Cientos de personas descubrieron ayer en Vitoria las Juntas Generales en la tradicional jornada de puertas abiertas con la que el parlamento alavés quiere mostrar su trabajo, visibilizar la labor que allí se desarrolla. A algunos les impresionaron esas mullidas moquetas, otros apreciaron el lujoso pasamanos de la escalera principal y las estupendas chimeneas solariegas que ya no sirven para calentar las estancias. Ella conoce muy bien todos esos elementos. Hace muchos, pero que muchos años tenía que pulir y repulir todos esos anaqueles, todas esas repisas.
Tina Vicente, salamantina de 77 años, tenía 15 cuando empezó a trabajar en esa mansión de relumbrón que desde 1987 alberga la zona noble de las Juntas Generales. Formaba parte del personal de servicio (integrado por cinco personas), que se encargaban de sacar lustre, de cocinar y de cuidar de sus ancianos moradores cuando esta era una casa familiar y no la sede de la institución que es hoy. «Esa era la habitación de Begoña, aquella la de los niños... y aquí (donde ahora se encuentra la sala de la Junta de Portavoces) dormía yo», recuerda la señora mientras pasa de una estancia a otra, ejerciendo de emocionada cicerone a los visitantes.

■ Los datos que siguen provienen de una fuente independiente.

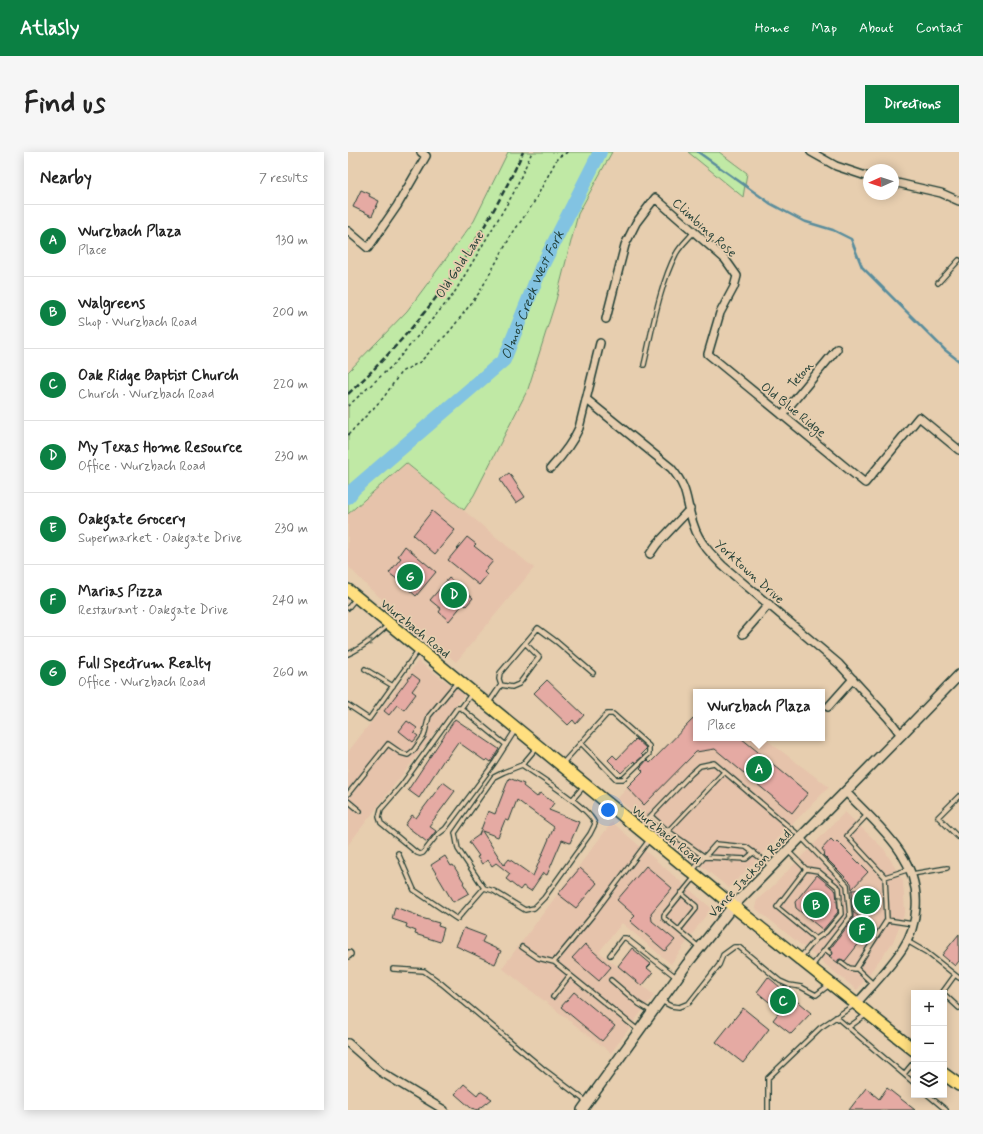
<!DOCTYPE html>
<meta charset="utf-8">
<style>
:root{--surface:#fff;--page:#f6f6f6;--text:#222;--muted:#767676;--line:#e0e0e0;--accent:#0b8043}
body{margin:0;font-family:Mynerve,sans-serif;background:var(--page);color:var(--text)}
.controls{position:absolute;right:12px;bottom:12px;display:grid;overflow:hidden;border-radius:0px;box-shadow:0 2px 10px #0003}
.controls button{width:36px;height:36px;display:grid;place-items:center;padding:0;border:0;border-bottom:1px solid var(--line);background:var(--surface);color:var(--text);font:20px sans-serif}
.compass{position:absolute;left:515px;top:12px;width:36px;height:36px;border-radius:50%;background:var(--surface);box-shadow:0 2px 10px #0003;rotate:267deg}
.you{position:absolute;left:260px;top:658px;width:14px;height:14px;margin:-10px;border:3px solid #fff;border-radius:50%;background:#1a73e8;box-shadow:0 0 0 6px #1a73e833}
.badge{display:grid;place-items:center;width:26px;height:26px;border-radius:50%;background:var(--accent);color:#fff;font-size:13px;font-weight:700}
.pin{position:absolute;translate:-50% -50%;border:2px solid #fff;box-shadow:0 1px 4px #0006}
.popup{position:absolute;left:345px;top:537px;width:132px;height:52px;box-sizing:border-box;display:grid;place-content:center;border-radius:0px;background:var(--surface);filter:drop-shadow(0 1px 3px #0005);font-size:13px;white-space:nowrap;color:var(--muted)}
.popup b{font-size:15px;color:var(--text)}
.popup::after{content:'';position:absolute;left:50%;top:100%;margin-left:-8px;border:8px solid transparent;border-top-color:var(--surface)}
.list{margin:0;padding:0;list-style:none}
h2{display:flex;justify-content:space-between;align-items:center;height:52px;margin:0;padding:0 16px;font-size:17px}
h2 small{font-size:13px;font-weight:400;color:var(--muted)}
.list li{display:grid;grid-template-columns:26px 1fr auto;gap:12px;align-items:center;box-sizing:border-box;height:72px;padding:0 16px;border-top:1px solid var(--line)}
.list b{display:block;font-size:15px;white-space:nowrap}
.list p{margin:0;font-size:13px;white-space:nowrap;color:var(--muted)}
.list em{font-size:13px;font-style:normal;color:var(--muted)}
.icon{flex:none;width:22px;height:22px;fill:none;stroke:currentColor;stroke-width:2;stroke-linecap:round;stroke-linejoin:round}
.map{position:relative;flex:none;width:611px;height:958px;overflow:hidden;border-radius:0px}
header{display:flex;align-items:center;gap:24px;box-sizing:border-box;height:56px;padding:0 20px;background:var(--accent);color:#fff}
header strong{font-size:19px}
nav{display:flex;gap:22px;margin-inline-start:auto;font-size:14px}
.intro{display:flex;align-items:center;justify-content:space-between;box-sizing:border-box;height:96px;padding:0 24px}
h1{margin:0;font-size:28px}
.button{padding:10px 18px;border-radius:0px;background:var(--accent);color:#fff;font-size:14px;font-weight:700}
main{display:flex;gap:24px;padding:0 24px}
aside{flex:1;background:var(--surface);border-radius:0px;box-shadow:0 2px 10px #0003}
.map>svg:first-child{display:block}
.built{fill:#e6c3ab}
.green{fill:#c0e9a5;stroke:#70936c}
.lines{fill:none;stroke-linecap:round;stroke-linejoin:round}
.stream{stroke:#5a8d9c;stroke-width:2.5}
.river{stroke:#82c3e2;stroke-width:14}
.building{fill:#e5aaa3;stroke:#1f3d34;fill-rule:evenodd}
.service-casing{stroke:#1f3d34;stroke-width:6}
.minor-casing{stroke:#1f3d34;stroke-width:10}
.secondary-casing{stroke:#1f3d34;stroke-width:12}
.primary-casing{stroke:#1f3d34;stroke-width:14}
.path{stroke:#1f3d34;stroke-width:1.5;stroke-dasharray:3 3;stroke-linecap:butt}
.service{stroke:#e7ceaf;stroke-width:3.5}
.minor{stroke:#e7ceaf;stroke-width:7}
.secondary{stroke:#e7ceaf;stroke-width:9}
.primary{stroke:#ffdf80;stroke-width:11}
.rail{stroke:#1f3d34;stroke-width:2.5;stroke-dasharray:6 3;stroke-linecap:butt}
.oneway{stroke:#797e6b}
.labels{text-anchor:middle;stroke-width:3.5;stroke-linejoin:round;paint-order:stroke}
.street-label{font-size:13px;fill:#1f3d34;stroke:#e7ceaf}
.water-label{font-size:14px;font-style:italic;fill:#24443d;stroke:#e7ceaf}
</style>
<header>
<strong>Atlasly</strong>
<nav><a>Home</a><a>Map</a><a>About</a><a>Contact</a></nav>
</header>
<div class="intro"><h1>Find us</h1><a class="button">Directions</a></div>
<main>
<aside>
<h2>Nearby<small>7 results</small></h2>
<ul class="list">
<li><span class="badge">A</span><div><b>Wurzbach Plaza</b><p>Place</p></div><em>130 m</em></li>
<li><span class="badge">B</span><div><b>Walgreens</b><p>Shop · Wurzbach Road</p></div><em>200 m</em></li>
<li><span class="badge">C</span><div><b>Oak Ridge Baptist Church</b><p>Church · Wurzbach Road</p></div><em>220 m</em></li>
<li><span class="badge">D</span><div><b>My Texas Home Resource</b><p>Office · Wurzbach Road</p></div><em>230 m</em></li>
<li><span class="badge">E</span><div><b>Oakgate Grocery</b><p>Supermarket · Oakgate Drive</p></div><em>230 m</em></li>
<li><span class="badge">F</span><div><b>Marias Pizza</b><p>Restaurant · Oakgate Drive</p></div><em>240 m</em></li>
<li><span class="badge">G</span><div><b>Full Spectrum Realty</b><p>Office · Wurzbach Road</p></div><em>260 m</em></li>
</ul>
</aside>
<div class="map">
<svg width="611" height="958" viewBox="0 0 611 958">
<rect width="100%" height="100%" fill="#e7ceaf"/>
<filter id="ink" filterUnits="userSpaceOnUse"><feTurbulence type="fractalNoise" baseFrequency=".025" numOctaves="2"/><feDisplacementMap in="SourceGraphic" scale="8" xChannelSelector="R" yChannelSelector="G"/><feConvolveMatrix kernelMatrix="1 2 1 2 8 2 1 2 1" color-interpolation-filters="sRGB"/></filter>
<g filter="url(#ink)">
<path class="built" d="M58,311L186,416L108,510L22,437L0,414V362Z
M70,509L116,543L0,693V600Z
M348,564V586H416L481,635L381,736L269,647Z
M497,660L536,697L555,729L557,760L545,790L509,838L407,756L409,748L424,735Z
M264,670L363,756L323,812L274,771L251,800L306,843L263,901L154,816Z"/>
<path class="green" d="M160,0H264L230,62L208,148L180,237L126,343L116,358L58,311L0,362V220L59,159L126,69Z
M340,0H371L399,21L395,45Z"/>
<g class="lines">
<path class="stream" d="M350,0L423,52L455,69L485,78L503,87L514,115L597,198L611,209"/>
<path class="river" id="s1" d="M0,345L6,337L156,208L193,116L252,0"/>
</g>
<path class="building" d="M13,38L22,42L21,44L31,49L24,64L5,55Z
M161,321L177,345L168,351L152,328Z
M84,359L107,378L87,402L65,383Z
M119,385L128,392L126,394L145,409L136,420L139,423L131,433L100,408Z
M57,394L88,420L68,444L59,436L62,434L52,426L50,428L41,421L53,406L50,404Z
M101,426L125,446L118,454L115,452L101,469L91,460L93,457L82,448Z
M64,522L72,528L64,539L68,542L56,558L49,553L41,563L36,559Z
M199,528L236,563L228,572L225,568L220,573L186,541Z
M348,564V586H393L460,641L444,661L367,597L348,600L296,653L279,635L295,619L292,616L299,608L302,611Z
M107,567L151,597L143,610L139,607L137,609L110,590L98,607L97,606L71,646L60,638Z
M59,569L69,576L66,581L70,584L65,590L51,579Z
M288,587L298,596V597L293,602L295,604L287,611L286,609L273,621L260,608L265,603L269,607Z
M161,626L176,632L175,634L189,645L192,641L206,651L201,658L231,670L222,691L214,688L199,723L195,721L183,739L175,734L172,738L158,727L162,722L148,711L144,714L140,708L134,712L129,705L131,704L121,690L131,683L140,659L147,662ZM169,648L206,675L185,724L161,707L156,713L134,679L150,685L157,668L161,669Z
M95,630L107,639L81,674L88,679L79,690L57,673L64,663L68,666Z
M483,687L487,691L489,689L520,720L504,737L503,731L475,703L477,701L474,697Z
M97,704L103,714L105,713L116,730L115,731L121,741L105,750L83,713Z
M298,714L324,736L303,761L304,769L327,788L317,799L282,769L287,764L269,748Z
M232,716L249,731L228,756L210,742Z
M469,723L488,739L490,760L475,778L448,756L447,750Z
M523,737L525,758L505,759L504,738Z
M47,755L71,764L70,765L91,771L90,774L96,776L92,790L67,782L68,779L58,775L59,772L44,767Z
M505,760L524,775L497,809L492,807L490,808V811L481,804L484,803L485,801L482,797L505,767Z
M116,776L137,784L134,790L153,799L147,812L108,794Z
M611,782V809L607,814L594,803Z
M237,792L263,815L251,829L224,806Z
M284,796L303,812L299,816L305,821L294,834L270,814Z
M420,825L463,861L443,882L425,868L432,859L409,840Z
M226,840L267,874L254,889L213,855Z
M395,856L421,877L395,911L368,890Z
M116,932L129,943L132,939L144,947L130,958L123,956L107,942Z
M518,936L531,947L539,936L567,958H501Z"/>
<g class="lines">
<defs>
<path id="service" d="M590,131L611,108
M296,213C304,179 312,132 328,102C332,94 340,87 346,80
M0,456L8,446
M0,502C16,495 28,484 41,472
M17,517L45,534
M153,533L164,535L171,532L191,505L177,491
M124,541L113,556H109L53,634L33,657L31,665L33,671L69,701L72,702L75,701L89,683L97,677L147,610L168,577
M140,552L153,533L151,527L152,521L190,476L209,490L245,521
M0,553L21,567L71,497
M113,556L158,593
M214,612L259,562H265L301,594V602L275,627H268L233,591
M0,642L40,592L53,601L60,603L66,598L76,584L81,564L110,529
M224,648L236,634
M0,649L12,659
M519,663L499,684L537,725L539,768L508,816L525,832
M303,664L320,679L357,705L398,707L406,700
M291,676L343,622L352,614L366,611L453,685L499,733L502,765L464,814
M610,685L590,665L611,644
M310,691L320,679L376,620
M440,699L458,717L429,755L468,787L452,806
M50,701L66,738L109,767L136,736L110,697L107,681L146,625L156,620L174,613L189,595
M458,717L470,719L491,736L493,762L478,780L468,787
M344,719L368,692L398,695L423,714
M564,722L599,716
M347,725L316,763V766L351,795
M537,725L562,717
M136,736L146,739L177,758L186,756L196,746L242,682L247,672C242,656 190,624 174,613
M539,768L565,772
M331,778L348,757V754L333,741
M559,789L578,800L611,826
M174,795L190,806L206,810L290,878
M477,797L482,801
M262,803L275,786H278L328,825
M206,810L244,764L301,688
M493,810L501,816L507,817L508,816
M45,817L76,819L94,832L198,919L239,950
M263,828L291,852L304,860
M594,841L607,823
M596,842L611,856
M205,845L222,823
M313,849L323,854L331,855L341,851L371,813L375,803L386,795H391L432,829L441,833L453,835L468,843L481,833
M488,865L566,931
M501,875L519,862
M556,922L566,910
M580,943L598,958
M420,958V926L472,876L506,853"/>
<path id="minor" d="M463,0L488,14L521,25
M545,30L593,41L611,49
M0,79L20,96L49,54L78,4L73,0
M258,167L277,93L288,71L307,46L377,107L389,124L386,135L372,161L360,202L371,211L517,331L571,265L611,298
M238,247L323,316C342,338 337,350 346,374C351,390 363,402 375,414L491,512L541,567L553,583
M434,263L489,197
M203,316C214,304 224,292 231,276L252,191
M302,402L309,392L342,357
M395,482L421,452
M480,555L505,527
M498,640C529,673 572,705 568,756C567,770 563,784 555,796C542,816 524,834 508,852
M0,803L1,802
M0,891L33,920L96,958"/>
<path id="secondary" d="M234,958L339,812L385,754L553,583L611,523"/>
<path id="primary" d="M0,438L385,754L566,898
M596,922L611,933"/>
</defs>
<use href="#service" class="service-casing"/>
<use href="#minor" class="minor-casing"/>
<use href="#secondary" class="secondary-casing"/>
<use href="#primary" class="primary-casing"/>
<path class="path" d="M0,254L45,213L105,143L165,42L184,0
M0,283L36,245L53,220L72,210L102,179L131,141L164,82L185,52L210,5L220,0"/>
<use href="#service" class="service"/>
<use href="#minor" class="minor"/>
<use href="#secondary" class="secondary"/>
<use href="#primary" class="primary"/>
<path class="rail" d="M0,242C74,174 134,91 175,0"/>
</g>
<defs><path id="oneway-chevron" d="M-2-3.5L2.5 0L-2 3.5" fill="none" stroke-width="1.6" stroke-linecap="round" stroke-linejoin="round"/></defs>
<g class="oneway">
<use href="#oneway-chevron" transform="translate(22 489) rotate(-39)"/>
<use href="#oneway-chevron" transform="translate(383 707) rotate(-177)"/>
<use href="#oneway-chevron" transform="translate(491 747) rotate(-94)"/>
</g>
</g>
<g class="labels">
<g class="street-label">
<text transform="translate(357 75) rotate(42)" y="5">Climbing Rose</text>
<text transform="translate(111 112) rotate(-57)" y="5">Old Gold Lane</text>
<text transform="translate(452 222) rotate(-50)" y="5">Teton</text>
<text transform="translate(446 257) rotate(39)" y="5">Old Blue Ridge</text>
<text transform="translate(402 419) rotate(42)" y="5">Yorktown Drive</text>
<text transform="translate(68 476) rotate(39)" y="5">Wurzbach Road</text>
<text transform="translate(319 682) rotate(39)" y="5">Wurzbach Road</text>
<text transform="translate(401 721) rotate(-47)" y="5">Vance Jackson Road</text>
</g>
<g class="water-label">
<text dy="5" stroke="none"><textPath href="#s1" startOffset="279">Olmos Creek West Fork</textPath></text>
</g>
</g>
</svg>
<div class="controls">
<button>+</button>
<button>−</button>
<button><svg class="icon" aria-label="layers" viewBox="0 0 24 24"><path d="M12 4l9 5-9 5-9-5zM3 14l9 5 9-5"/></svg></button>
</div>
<svg class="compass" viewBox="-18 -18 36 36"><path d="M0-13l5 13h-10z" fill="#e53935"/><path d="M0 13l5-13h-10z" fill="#767676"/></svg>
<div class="you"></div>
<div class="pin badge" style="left:411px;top:617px">A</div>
<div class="popup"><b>Wurzbach Plaza</b>Place</div>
<div class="pin badge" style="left:468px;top:753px">B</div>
<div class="pin badge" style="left:435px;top:849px">C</div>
<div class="pin badge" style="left:106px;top:443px">D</div>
<div class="pin badge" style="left:519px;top:749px">E</div>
<div class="pin badge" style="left:514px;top:778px">F</div>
<div class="pin badge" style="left:62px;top:425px">G</div>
</div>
</main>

«Está muy, pero que muy cambiada pero todavía me acuerdo perfectamente para qué se utilizaba cada habitación», comenta la nujer mientras conduce a la que fue capilla privada de la casa «donde un cura de El Carmen venía cada domingo a decir misa. Aquí había un retablo precioso», señala Tina, maravillada, mientras abre las puertas de ese cuartito para la plancha que en su memoria todavía huele a sábanas limpias y camisas recién almidonadas. «Yen esa habitación de ahí había muchas plantas y abajo, había otra para los pájaros y en el jardín hubo una pequeña piscina, como un estanque, donde los niños se bañaban», rememora.
Como Tina, cientos de personas recorrieron las distintas dependencias del imponente (y algo laberíntico) edificio que diseñó Martín Saracíbar, el mismo arquitecto que proyectó la Casa Palacio de la Provincia. Mientras, en la calle, sonaba la música de los gaiteros, que acompañaron a los gigantes de Vitoria.
En la plaza de la Catedral Nueva se instaló una carpa que sirvió de escaparate para los encantos de la provincia. La siete cuadrillas alavesas junto con Trebiño mostraron lo mejor de su paisaje y de su producto a cientos de curiosos. Entre ellos, muchos vitorianos, sí, pero también foráneos y algún que otro azkenero despistado. «La edición que viene no nos perderemos las salinas de Añana, nos quedamos impresionados con todo lo que tenéis aquí», prometían Bea Abanses y Pedro Gil, fans zaragozanos de Queens of The Stone Age que se asomaron a la carpa, quizás atraídos por los ricos bocados que se pudieron degustar como la morcilla de Mendialdea o el queso de Oleta con arándanos de la tierra.